A second consent surface, this one written by the regulator.
Alongside the global PP/ToS work, I lead design for SNA — the EU-mandated paid option that lets WhatsApp users in the EU opt out of ads for a monthly fee. The work is narrowly bounded by regulator requirements, with little design latitude, and covers multiple sub-flows: unlinked users, linked users, ad breaks (KitKat), notifications, and the 1PD/3PD consent jurisdiction split.
The brief initially called for mirroring Facebook and Instagram's existing consent design (FoA).
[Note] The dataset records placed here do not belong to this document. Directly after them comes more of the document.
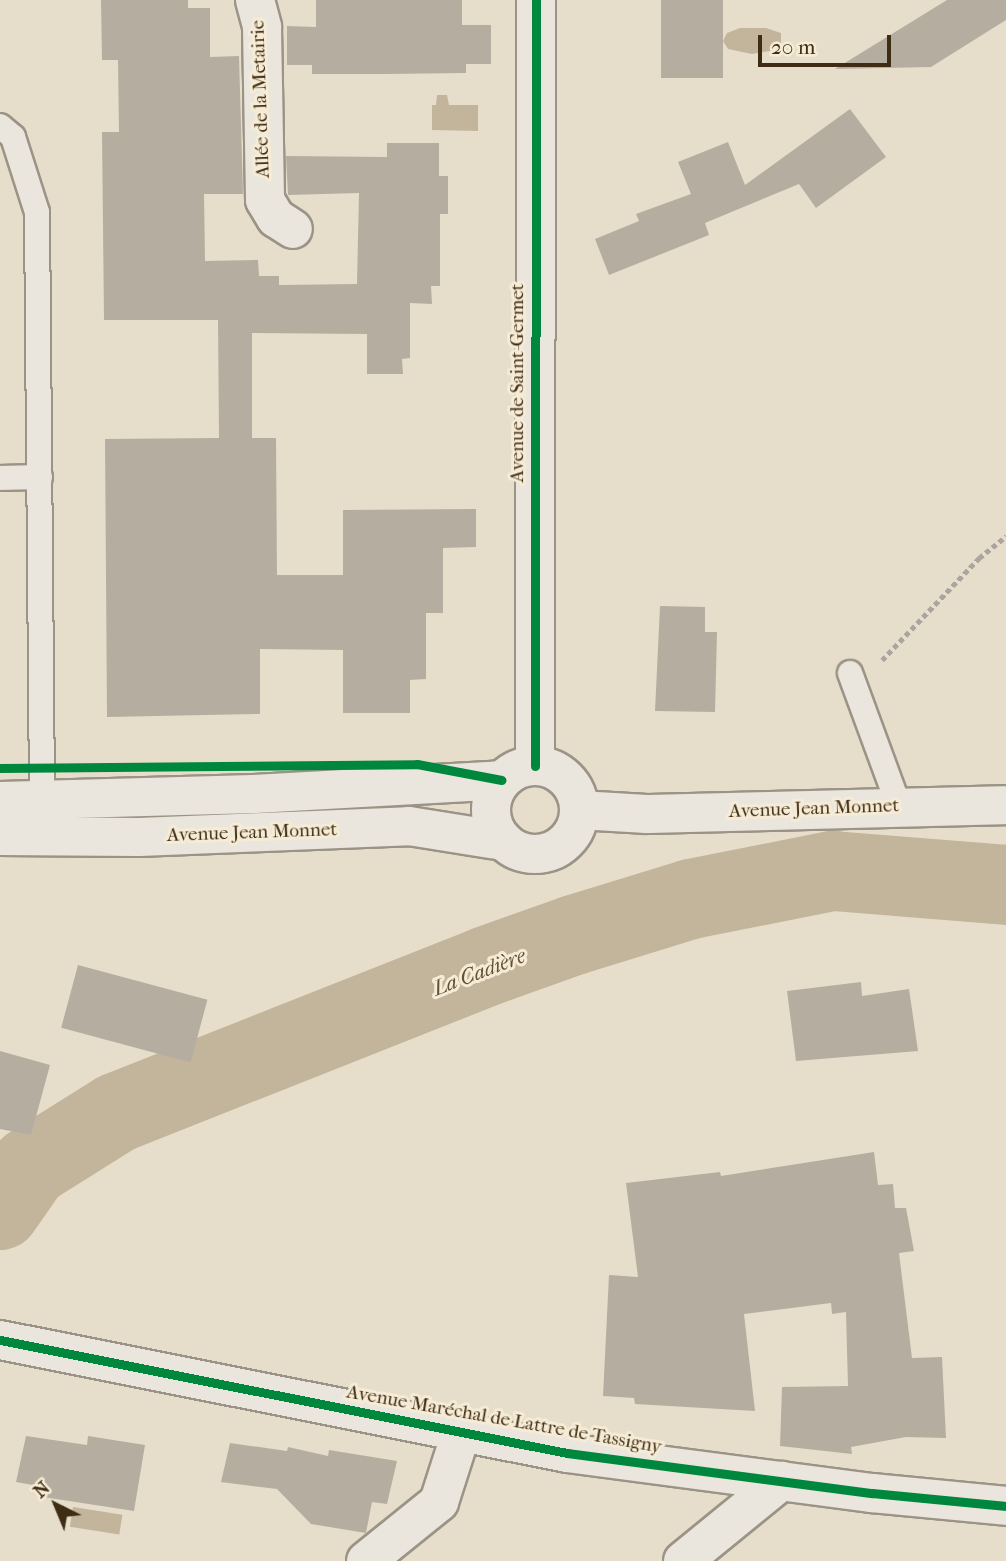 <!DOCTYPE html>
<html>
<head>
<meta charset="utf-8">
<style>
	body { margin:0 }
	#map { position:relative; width:1006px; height:1561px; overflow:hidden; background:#e6decb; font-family:"IM FELL French Canon",serif }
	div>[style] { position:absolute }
	.water>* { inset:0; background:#c3b59b; transform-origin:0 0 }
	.river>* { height:80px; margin:-40px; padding:0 40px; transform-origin:40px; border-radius:40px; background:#c3b59b }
	.building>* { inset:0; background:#b5aea0; transform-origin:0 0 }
	.path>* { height:4.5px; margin-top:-2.25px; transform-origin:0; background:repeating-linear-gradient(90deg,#aba69d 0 5px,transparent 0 8.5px) }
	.roads { filter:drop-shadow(2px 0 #9b9486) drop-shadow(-2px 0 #9b9486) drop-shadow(0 2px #9b9486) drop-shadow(0 -2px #9b9486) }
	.service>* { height:24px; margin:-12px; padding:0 12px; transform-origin:12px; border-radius:12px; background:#ebe6dd }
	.minor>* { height:38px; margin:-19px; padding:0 19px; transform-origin:19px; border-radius:19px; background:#ebe6dd }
	.tertiary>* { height:38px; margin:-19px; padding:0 19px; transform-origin:19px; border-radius:19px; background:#ebe6dd }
	.tertiary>.ring { margin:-19px; padding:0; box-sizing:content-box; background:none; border:38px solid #ebe6dd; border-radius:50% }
	.cycleway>* { height:9px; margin:-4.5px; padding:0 4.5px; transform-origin:4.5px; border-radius:4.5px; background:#00873e }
	span { translate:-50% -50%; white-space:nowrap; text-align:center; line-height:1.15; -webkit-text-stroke:6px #f6ecd6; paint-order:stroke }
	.street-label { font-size:19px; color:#3f2c15 }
	.water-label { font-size:21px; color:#625037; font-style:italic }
	.north { position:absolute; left:21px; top:1470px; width:70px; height:70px; -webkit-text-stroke:5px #f6ecd6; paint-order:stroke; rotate:317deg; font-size:19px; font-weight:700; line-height:28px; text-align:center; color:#3f2c15 }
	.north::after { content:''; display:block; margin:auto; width:24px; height:32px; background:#3f2c15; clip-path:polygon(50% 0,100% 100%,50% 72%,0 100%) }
	.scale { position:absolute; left:758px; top:35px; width:133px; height:32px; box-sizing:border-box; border:4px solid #3f2c15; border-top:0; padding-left:9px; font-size:21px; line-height:24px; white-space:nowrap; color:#3f2c15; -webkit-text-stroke:5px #f6ecd6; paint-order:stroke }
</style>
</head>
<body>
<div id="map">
	<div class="water">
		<i style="clip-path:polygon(740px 28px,766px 28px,781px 33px,781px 49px,752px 54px,728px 49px,723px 41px,727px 33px)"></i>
		<i style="clip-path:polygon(437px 95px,447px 95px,449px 105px,478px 105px,478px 131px,432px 130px,432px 105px,436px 105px)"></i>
		<i style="left:73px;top:1507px;width:50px;height:20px;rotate:9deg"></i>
	</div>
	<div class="river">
		<i style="left:0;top:1210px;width:52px;rotate:-55.1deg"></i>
		<i style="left:30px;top:1167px;width:102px;rotate:-32.1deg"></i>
		<i style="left:116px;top:1113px;width:399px;rotate:-21.6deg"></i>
		<i style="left:487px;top:966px;width:92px;rotate:-19.6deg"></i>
		<i style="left:574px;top:935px;width:122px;rotate:-17.1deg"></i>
		<i style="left:691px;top:899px;width:145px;rotate:-11.2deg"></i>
		<i style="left:833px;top:871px;width:174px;rotate:4.6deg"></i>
	</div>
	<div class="building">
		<i style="clip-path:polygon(101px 0,188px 0,188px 8px,210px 8px,210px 57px,239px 56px,243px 194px,204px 194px,205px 261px,258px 260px,259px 276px,279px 276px,279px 285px,357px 284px,359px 193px,288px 195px,286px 156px,387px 157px,387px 143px,439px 143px,439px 176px,448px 176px,448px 214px,440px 214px,440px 286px,431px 286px,432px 304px,410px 303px,410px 358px,402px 359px,403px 374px,367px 374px,367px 334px,252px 333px,252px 438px,276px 438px,277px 575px,343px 575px,343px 510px,476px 509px,476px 547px,443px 548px,443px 613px,426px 613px,426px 679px,410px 680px,410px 713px,343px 713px,343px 650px,260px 649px,260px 714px,107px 717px,105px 439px,219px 438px,218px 320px,104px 320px,102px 132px,119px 132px,118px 60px,102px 60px)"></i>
		<i style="clip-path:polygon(316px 0,462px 0,462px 25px,491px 25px,491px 64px,466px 64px,466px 73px,387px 74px,312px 74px,312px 65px,287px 65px,287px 26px,316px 27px)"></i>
		<i style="left:661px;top:0;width:62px;height:78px"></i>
		<i style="clip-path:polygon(947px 0,1006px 0,1006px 20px,931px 67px,835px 69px)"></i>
		<i style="clip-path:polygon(850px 109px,886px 157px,816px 208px,799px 184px,705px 223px,709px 235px,609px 275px,595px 239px,639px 221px,636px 214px,691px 194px,678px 162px,728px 142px,745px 185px)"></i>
		<i style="clip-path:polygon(660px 606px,705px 607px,705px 632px,717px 632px,715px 712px,655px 711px)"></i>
		<i style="left:78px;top:965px;width:134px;height:65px;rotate:15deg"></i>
		<i style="clip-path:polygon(861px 982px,862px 996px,909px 989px,918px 1051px,796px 1061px,787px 991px)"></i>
		<i style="clip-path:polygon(0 1051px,50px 1065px,31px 1135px,0 1129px)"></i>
		<i style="clip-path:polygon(874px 1152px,878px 1185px,893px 1184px,895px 1208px,906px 1208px,914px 1251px,899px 1253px,912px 1358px,942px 1357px,946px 1438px,906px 1437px,851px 1447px,852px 1454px,780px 1446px,782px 1387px,848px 1386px,846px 1312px,832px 1314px,831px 1303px,744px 1314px,755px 1411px,635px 1404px,634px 1398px,603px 1396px,609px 1275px,638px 1277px,626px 1183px,720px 1172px,721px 1176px)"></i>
		<i style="clip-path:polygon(26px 1436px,87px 1445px,88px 1436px,145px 1445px,134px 1511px,43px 1497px,44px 1487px,16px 1482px)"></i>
		<i style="clip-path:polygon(230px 1443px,287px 1451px,288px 1447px,328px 1456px,329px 1450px,397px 1461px,387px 1504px,372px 1502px,366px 1533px,311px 1524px,277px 1489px,221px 1482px)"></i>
	</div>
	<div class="path">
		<i style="left:882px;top:660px;width:141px;rotate:-46.4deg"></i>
		<i style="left:979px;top:558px;width:35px;rotate:-39deg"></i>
	</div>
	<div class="roads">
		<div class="service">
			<i style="left:0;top:126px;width:17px;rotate:40deg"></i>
			<i style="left:13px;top:137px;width:79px;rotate:72.3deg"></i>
			<i style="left:37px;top:212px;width:588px;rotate:89.51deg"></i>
			<i style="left:0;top:478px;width:40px;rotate:-1.4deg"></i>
			<i style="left:850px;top:673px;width:142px;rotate:69.8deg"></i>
		</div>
		<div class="minor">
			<i style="left:255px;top:0;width:28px;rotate:75deg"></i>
			<i style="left:262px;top:27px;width:173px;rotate:89deg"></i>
			<i style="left:265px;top:200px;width:21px;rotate:59deg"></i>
			<i style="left:276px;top:218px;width:20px;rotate:33deg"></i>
			<i style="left:535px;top:766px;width:766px;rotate:-89.93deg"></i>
			<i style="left:0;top:1340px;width:578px;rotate:11.27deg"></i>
			<i style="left:567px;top:1453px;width:308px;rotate:7.5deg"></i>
			<i style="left:872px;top:1493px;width:135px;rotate:5.5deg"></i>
			<i style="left:366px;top:1561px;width:94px;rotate:-38.9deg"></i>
			<i style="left:439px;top:1502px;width:72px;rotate:-72.3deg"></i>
			<i style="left:683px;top:1561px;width:127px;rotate:-39.2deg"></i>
		</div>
		<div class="tertiary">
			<i class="ring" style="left:491px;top:766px;width:50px;height:50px"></i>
			<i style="left:0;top:801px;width:254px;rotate:-1.6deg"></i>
			<i style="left:254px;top:794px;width:248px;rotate:-3.2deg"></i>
			<i style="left:579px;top:810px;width:68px;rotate:3.4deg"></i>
			<i style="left:647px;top:814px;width:359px;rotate:-1.4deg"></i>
			<i style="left:0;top:836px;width:139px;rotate:0.4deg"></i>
			<i style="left:139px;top:837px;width:270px;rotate:-2.3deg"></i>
			<i style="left:409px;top:826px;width:96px;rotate:9deg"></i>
		</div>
	</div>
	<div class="cycleway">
		<i style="left:535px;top:766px;width:766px;rotate:-89.93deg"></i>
		<i style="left:0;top:768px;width:417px;rotate:-0.5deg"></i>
		<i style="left:417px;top:764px;width:86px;rotate:10.7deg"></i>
		<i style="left:0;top:1340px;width:578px;rotate:11.27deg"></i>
		<i style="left:567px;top:1453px;width:308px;rotate:7.5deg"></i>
		<i style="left:872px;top:1493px;width:135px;rotate:5.5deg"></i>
	</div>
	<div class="street-label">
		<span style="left:261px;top:99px;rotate:-92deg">Allée de la Metairie</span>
		<span style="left:518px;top:383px;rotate:-90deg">Avenue de Saint-Germet</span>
		<span style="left:814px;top:809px;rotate:-2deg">Avenue Jean Monnet</span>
		<span style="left:252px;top:833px;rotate:-2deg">Avenue Jean Monnet</span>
		<span style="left:504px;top:1420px;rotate:10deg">Avenue Maréchal de Lattre de Tassigny</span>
	</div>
	<div class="water-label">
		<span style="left:479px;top:972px;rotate:-21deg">La Cadière</span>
	</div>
	<div class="north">N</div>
	<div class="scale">20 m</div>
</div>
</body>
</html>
The team argued that the FoA patterns would not work for WhatsApp users and proposed a WA-first alternative — one that reduces cognitive load, highlights user value and agency, and discloses data implications more clearly. After leadership review, the WA approach was adopted. FoA is now considering adopting elements of the WhatsApp design — a rare reversal where the smaller product shapes the larger one's pattern.
Separately, the team built the case against ad breaks (KitKat) in Channels on UX grounds, and made it in a six-minute leadership review. The argument prevailed. 100+ iterations to date; 47 regulator questions addressed after the initial briefing submission. The SNA design was cited as a positive factor in EU regulatory reviews covered by Reuters. In progress for mid-2026 EU launch.